◆ Problem to work on
Restate verbatim the span of lines below between the line with "flex:none; width:33px; height:33px;" and the line with "position:relative; height:647px; overflow:hidden", including those two lines, and only that span.

◆ Source records
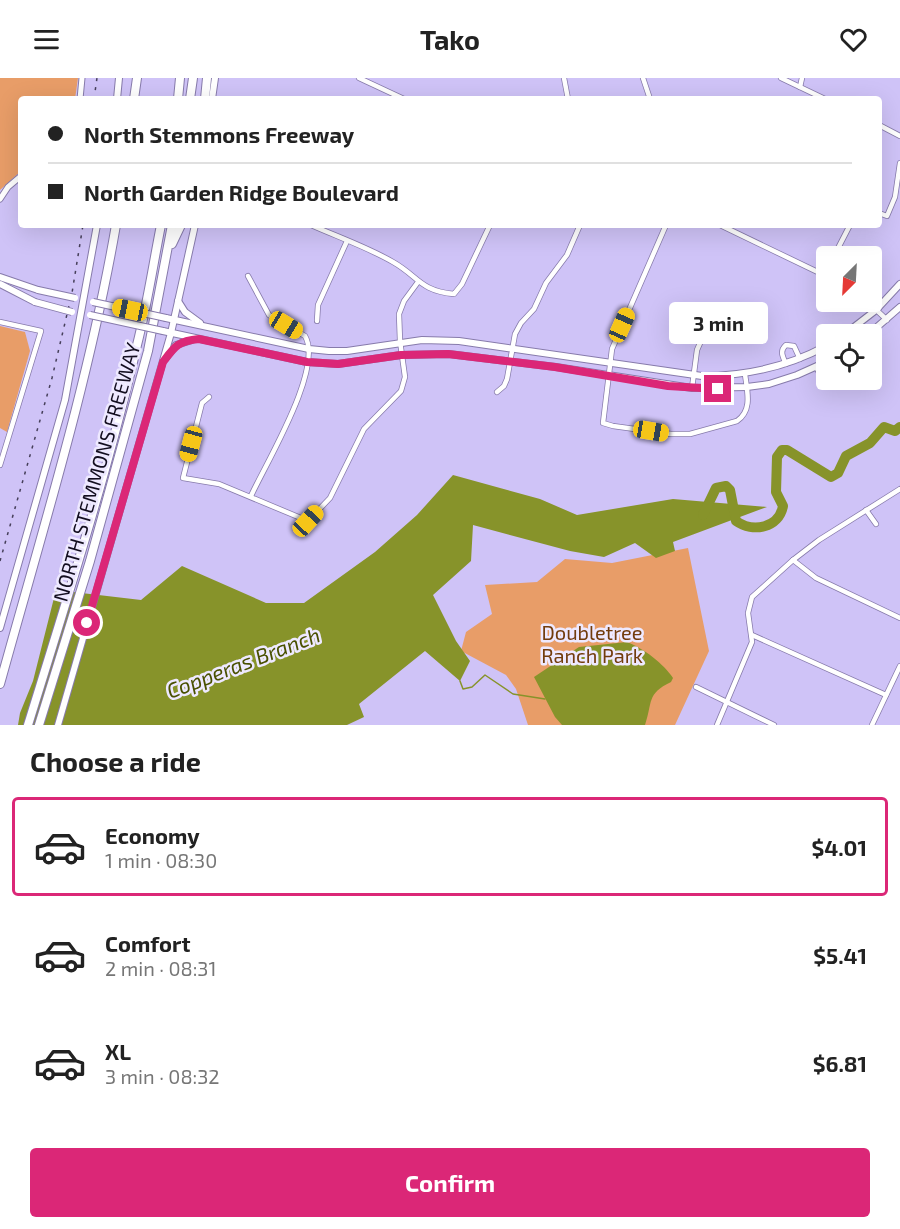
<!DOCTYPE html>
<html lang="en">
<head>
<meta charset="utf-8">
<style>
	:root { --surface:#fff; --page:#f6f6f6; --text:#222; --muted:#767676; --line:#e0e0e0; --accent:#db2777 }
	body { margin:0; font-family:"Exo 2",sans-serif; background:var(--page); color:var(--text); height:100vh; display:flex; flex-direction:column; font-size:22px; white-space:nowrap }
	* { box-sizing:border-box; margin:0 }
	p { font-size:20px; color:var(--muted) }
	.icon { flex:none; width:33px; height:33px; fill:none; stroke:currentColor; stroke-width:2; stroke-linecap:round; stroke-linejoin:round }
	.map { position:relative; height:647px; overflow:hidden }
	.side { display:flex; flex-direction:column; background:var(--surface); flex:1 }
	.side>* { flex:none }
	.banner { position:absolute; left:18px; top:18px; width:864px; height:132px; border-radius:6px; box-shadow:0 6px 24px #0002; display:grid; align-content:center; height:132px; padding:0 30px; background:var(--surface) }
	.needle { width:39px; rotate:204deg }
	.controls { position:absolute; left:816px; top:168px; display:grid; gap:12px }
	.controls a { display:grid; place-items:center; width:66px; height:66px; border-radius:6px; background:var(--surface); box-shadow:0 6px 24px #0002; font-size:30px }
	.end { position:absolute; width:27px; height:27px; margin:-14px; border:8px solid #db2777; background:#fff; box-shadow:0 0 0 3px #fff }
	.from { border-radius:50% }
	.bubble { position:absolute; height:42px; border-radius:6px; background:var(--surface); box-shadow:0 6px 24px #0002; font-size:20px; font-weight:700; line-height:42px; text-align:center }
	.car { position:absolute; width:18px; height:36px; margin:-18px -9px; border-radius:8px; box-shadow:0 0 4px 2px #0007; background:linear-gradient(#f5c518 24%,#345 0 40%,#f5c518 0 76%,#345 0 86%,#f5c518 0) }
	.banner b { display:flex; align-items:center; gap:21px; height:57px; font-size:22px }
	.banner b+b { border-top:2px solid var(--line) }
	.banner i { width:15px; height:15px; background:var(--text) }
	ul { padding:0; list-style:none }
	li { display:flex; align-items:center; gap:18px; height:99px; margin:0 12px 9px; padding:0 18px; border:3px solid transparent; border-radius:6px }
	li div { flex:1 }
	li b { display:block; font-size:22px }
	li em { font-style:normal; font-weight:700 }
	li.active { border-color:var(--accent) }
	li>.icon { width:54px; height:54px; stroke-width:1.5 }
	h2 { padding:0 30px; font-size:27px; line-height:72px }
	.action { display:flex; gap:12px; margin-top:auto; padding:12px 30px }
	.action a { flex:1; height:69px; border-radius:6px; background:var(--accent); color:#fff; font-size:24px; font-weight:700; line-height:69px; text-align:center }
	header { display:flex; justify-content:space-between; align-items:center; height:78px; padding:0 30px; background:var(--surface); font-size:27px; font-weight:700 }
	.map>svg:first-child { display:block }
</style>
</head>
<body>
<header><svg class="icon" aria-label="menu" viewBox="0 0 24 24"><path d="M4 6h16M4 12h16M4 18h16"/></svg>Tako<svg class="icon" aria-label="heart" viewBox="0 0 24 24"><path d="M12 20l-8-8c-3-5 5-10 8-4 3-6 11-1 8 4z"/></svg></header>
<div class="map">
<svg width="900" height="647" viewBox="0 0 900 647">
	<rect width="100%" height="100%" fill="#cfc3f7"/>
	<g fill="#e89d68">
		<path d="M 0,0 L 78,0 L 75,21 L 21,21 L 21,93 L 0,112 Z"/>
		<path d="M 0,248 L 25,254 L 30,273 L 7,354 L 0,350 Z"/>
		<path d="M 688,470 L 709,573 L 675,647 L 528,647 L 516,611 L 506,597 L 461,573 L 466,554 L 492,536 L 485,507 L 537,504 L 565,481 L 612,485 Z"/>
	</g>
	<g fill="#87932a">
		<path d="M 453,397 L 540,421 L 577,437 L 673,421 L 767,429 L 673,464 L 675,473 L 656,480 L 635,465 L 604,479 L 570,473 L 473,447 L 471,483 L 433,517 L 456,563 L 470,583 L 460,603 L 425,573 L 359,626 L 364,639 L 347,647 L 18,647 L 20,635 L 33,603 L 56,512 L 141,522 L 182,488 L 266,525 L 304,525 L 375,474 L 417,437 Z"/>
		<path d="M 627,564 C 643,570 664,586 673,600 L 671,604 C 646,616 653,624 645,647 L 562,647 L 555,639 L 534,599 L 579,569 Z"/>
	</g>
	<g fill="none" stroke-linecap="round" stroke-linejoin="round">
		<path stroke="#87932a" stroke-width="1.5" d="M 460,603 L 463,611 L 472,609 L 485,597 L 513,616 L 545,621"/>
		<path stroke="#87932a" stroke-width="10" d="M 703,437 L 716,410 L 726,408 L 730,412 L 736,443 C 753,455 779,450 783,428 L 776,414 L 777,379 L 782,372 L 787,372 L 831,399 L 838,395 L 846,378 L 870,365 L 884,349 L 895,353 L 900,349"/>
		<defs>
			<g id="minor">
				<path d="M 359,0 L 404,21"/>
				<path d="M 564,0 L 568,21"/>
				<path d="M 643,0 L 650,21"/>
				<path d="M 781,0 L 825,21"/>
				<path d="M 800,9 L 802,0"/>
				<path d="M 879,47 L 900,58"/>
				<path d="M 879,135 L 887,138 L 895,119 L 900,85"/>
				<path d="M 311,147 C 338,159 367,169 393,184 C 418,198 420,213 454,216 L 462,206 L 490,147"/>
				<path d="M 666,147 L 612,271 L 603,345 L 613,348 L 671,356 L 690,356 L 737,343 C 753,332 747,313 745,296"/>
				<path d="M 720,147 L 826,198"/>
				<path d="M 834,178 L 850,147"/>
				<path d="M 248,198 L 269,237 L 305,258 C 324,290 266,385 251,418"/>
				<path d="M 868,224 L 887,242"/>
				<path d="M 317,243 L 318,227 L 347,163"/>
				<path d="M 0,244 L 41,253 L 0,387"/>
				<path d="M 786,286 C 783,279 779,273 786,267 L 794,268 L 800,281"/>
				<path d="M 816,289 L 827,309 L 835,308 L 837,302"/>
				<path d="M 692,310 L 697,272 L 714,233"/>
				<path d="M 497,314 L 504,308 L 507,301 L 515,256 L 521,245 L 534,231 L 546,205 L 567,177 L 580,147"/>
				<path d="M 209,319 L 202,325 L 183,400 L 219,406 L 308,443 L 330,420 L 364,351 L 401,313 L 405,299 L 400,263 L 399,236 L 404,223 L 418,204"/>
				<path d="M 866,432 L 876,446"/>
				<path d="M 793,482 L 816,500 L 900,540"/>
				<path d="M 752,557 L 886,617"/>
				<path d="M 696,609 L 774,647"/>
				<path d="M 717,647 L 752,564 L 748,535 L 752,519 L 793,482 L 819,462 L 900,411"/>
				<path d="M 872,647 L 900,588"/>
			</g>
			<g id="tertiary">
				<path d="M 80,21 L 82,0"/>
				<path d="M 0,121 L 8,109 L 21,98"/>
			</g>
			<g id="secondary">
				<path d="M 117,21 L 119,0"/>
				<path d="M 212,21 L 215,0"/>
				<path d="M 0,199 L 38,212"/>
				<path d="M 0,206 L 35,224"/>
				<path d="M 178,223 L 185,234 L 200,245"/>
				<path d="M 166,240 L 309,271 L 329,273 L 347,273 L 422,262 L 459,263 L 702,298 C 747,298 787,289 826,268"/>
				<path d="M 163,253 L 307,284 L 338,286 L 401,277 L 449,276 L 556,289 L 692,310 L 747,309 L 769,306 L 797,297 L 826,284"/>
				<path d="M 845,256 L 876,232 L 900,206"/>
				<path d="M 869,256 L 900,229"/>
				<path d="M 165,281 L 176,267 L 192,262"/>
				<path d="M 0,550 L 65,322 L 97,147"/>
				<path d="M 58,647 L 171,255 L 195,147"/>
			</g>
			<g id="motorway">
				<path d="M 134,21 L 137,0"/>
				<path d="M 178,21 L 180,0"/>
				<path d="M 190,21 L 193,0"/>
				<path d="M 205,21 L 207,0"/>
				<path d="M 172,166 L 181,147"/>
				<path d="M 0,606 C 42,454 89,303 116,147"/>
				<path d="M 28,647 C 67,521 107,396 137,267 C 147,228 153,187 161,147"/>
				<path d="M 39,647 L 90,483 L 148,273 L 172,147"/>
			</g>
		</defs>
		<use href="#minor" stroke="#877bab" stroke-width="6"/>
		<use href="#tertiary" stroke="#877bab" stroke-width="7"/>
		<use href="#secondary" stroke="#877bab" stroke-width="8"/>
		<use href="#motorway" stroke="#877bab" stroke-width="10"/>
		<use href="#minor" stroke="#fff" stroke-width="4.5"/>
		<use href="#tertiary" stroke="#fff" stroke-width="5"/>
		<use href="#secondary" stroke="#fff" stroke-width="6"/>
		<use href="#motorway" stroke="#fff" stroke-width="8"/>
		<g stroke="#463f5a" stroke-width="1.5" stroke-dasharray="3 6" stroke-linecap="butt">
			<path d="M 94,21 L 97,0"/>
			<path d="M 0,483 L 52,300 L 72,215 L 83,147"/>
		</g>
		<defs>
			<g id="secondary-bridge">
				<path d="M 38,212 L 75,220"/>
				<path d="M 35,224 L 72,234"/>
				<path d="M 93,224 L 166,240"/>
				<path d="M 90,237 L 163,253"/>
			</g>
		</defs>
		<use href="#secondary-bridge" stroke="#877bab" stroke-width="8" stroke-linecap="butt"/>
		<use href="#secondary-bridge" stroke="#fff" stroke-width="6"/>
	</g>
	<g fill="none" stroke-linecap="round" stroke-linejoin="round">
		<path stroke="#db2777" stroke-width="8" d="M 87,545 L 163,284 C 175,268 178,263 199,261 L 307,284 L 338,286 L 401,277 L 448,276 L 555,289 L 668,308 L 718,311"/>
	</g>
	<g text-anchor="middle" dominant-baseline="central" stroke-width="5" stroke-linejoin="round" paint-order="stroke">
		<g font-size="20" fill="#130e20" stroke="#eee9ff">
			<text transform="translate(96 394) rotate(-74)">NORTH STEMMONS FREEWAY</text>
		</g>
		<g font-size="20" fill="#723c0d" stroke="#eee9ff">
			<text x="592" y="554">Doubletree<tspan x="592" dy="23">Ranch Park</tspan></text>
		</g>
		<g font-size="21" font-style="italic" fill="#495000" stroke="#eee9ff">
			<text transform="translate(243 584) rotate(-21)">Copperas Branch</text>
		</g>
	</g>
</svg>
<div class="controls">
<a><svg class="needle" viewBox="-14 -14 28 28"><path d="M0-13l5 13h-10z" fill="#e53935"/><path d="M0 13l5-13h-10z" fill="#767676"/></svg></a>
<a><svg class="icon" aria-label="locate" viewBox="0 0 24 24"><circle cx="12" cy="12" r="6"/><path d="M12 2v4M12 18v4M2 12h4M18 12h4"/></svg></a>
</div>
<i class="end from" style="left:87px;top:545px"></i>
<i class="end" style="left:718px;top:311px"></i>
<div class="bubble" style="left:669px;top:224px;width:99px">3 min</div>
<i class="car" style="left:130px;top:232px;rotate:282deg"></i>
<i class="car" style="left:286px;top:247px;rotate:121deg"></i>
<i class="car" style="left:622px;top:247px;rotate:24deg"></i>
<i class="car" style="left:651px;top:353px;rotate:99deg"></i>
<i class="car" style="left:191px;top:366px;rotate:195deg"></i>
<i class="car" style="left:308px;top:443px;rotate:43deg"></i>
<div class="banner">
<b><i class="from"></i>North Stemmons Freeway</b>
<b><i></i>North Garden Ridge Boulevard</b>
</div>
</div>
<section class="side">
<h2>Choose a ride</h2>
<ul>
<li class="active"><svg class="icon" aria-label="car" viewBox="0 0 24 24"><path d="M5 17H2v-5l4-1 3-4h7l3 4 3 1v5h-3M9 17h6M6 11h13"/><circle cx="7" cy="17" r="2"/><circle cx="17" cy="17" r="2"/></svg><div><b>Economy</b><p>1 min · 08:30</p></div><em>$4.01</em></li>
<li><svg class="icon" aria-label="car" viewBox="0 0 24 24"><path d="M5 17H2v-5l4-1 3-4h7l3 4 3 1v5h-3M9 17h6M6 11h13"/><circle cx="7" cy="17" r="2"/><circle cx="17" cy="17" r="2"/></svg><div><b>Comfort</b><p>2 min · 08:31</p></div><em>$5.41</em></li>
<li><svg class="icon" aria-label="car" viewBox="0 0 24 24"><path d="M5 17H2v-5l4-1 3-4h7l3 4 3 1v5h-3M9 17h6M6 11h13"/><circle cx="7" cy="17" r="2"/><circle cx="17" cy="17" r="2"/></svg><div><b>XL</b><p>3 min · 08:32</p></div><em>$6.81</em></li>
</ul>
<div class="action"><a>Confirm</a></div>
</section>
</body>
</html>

◆ Response to the task
	.icon { flex:none; width:33px; height:33px; fill:none; stroke:currentColor; stroke-width:2; stroke-linecap:round; stroke-linejoin:round }
	.map { position:relative; height:647px; overflow:hidden }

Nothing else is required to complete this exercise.